Pandemic and loneliness
According to surveys, the most negative impact on people was exerted by factors associated with social deprivation - separation from loved ones, falling out of the usual social circle and restriction of freedom.
Thousands of years ago, exile from the tribe meant death for our ancestors. For the human brain, little has changed today. We are really bad at being alone. We vitally need the society of other people to form an adequate perception of ourselves, surrounding events and phenomena. We experience loneliness like pain, thirst or hunger, without loved ones we suffer on a physical level.
Back in the middle of the twentieth century, numerous experiments showed how negatively social deprivation affects the physical and mental health of a person. In isolation, such as in prison or on long expeditions, people experience genuine suffering associated with a lack of social interaction. Against the background of physical ailments, they lose touch with reality, they develop auditory and visual hallucinations, anxiety, paranoia appear, sleep and cognitive functions are disturbed. Solitary confinement leads to the rapid development of cardiovascular disease and suicidal attempts. The negative effects on the body can persist in the form of PTSD (post-traumatic stress disorder) for several years after the end of isolation.
It is important to note that there is a significant difference between involuntary and voluntary isolation. The potential for relocation and the relative leeway that most of us have during a pandemic have helped ease our worries and maintain mental health. In addition, thanks to modern technology, we were able to maintain, albeit remotely, social connections and remain in virtual contact with close and significant people.
Pandemic and the virtual world
Of course, social networks, instant messengers, video and audio communication helped us to hold out in self-isolation and alleviate the feeling of loneliness at least a little. We live in a wonderful new world of distance relationships, in which almost everything is available - communication with relatives, work, business, shopping, entertainment. How worthy can the Internet be as an alternative to real communication?
As social animals, we need physical intimacy. Hugs, handshakes, smells, the warmth of another person nearby, intonation and micro-movements are all important signals that are not fully transmitted even with the help of the highest technologies, and even more so through text messages. Loss of tactile interaction for a long time, we worsen the quality of life, since without "stroking" the production of oxytocin decreases.

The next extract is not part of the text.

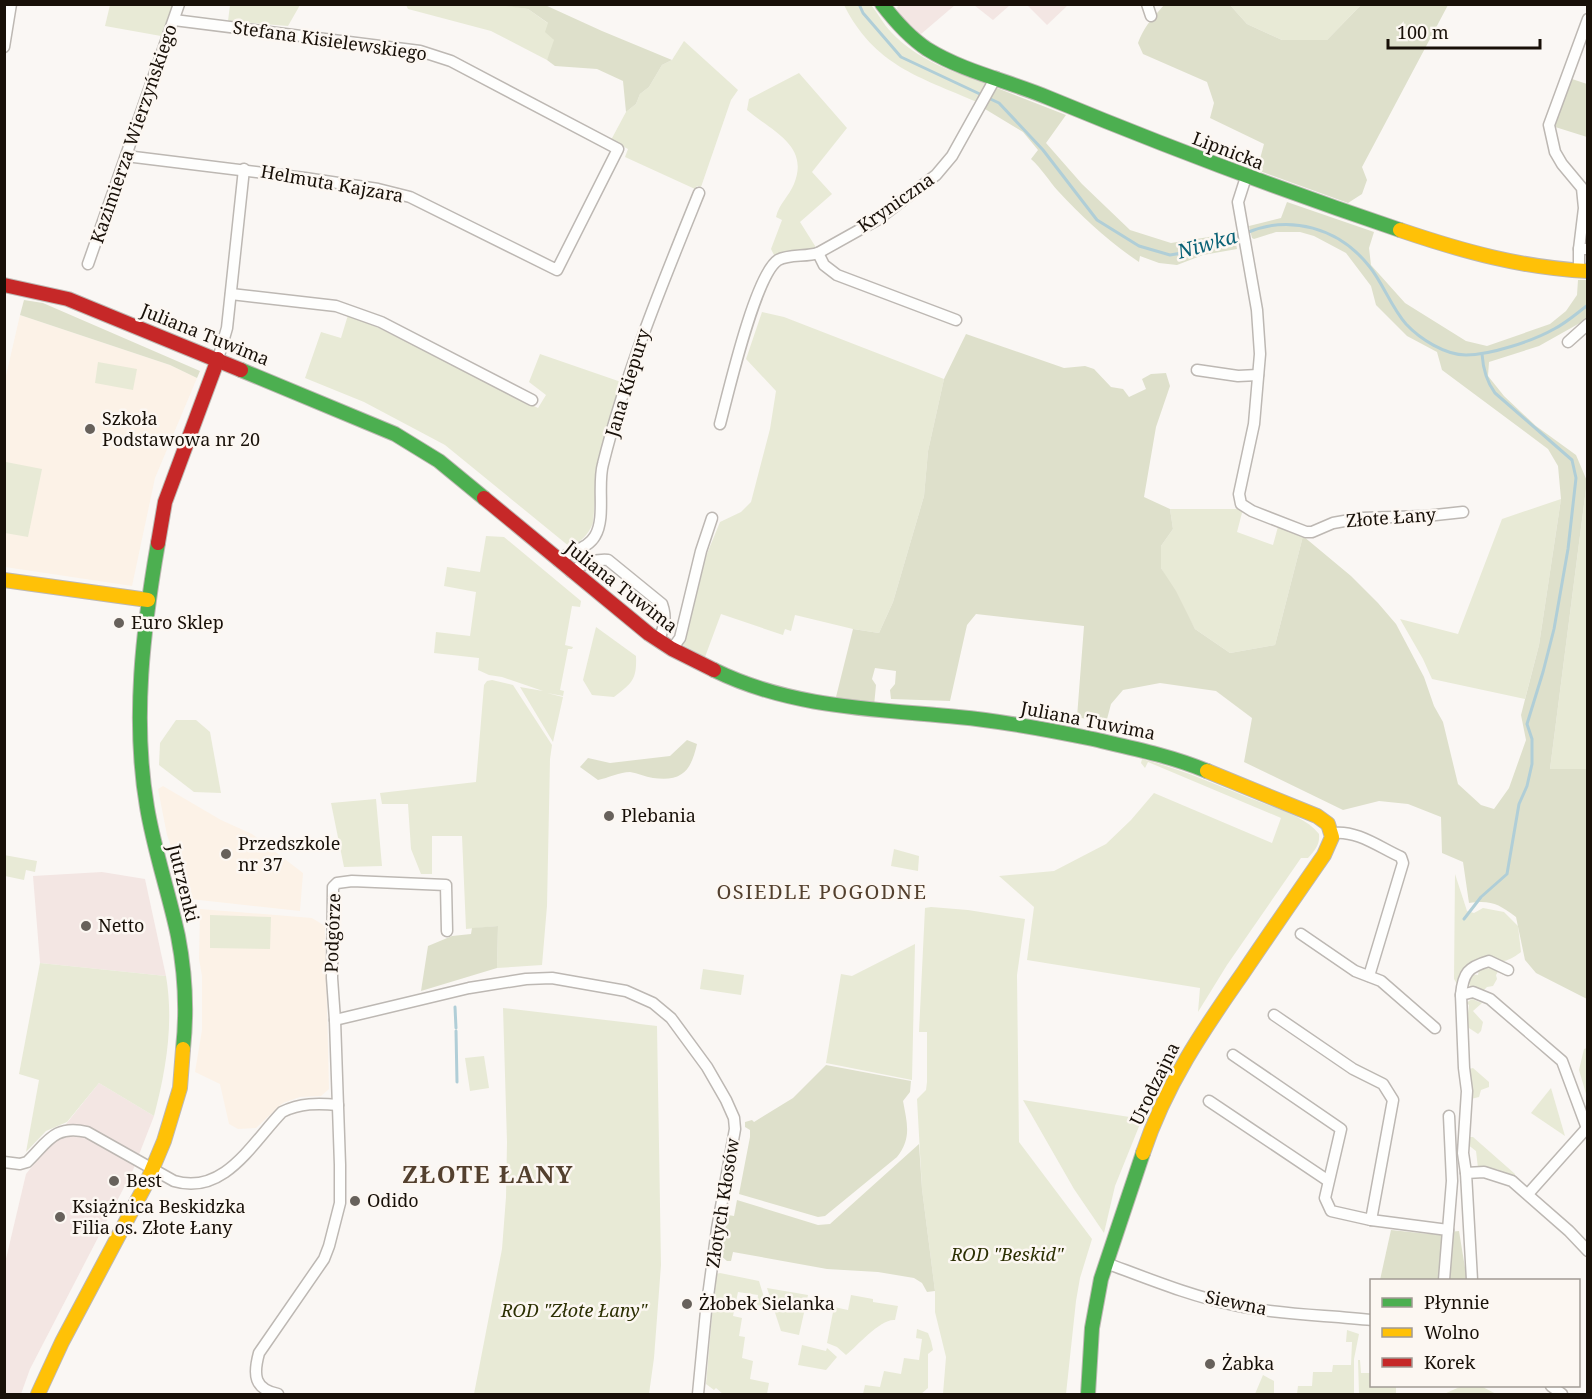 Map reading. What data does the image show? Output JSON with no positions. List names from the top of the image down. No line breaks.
{"streets":{"street":["Stefana Kisielewskiego","Kazimierza Wierzyńskiego","Lipnicka","Helmuta Kajzara","Kryniczna","Juliana Tuwima","Jana Kiepury","Złote Łany","Jutrzenki","Podgórze","Urodzajna","Złotych Kłosów","Siewna"]},"crossings":[["Stefana Kisielewskiego","Kazimierza Wierzyńskiego"],["Stefana Kisielewskiego","Helmuta Kajzara"],["Kazimierza Wierzyńskiego","Helmuta Kajzara"],["Lipnicka","Kryniczna"],["Lipnicka","Złote Łany"],["Juliana Tuwima","Jana Kiepury"],["Juliana Tuwima","Jutrzenki"],["Juliana Tuwima","Urodzajna"],["Podgórze","Złotych Kłosów"],["Urodzajna","Siewna"]],"districts":["OSIEDLE POGODNE","ZŁOTE ŁANY"],"water":["Niwka"],"parks":["ROD \"Beskid\"","ROD \"Złote Łany\""],"places":["Szkoła Podstawowa nr 20","Euro Sklep","Plebania","Przedszkole nr 37","Netto","Best","Odido","Książnica Beskidzka Filia os. Złote Łany","Żłobek Sielanka","Żabka"],"legend":["Płynnie","Wolno","Korek"],"scale_bar":"100 m"}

Our brain is plastic, the neural connections that are not used die off, and new ones take their place. Of course, this is not a quick business, but if, even after self-isolation, you maintain a reclusive lifestyle, it is quite possible to lose the skills of social interaction, wean from live communication and acquire social anxiety.

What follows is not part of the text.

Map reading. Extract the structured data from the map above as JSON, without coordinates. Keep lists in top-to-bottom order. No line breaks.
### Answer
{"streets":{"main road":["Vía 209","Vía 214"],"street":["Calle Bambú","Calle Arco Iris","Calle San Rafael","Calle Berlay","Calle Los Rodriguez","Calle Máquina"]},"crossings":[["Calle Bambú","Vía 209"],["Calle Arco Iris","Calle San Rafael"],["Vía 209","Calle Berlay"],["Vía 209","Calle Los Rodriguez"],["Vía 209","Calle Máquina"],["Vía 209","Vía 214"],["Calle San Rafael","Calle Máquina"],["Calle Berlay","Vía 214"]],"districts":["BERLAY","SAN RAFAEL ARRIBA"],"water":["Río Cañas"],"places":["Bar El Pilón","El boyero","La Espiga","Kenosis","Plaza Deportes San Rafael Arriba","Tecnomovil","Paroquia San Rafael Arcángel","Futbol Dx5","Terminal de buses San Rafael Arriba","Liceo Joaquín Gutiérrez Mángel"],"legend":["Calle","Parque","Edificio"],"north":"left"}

Constant online life has a negative impact on our health. Using gadgets for more than 2.5 hours a day can lead to depression, internet addiction, aggressive behavior and suicidal thoughts
An excess of information overloads the brain, the constant consumption of content does not leave room for its comprehension, processing and formation of one's point of view. Cognitive abilities change noticeably, difficulties arise with the perception of long texts, clip thinking becomes fixed, critical attitude to information decreases. Avoiding personal communication leads to a decrease in empathy and consumer attitude towards people. The rich selection of vivid pictures and videos on the Internet, constantly stimulating the visual and auditory receptors, can lead to inadequate expectations from the real world and to frustration.
An abundance of frightening information that tickles our nerves can lead to increased anxiety. Bad news and frightening descriptions of all sorts of incidents contribute to the development of depression and catastrophizing thinking.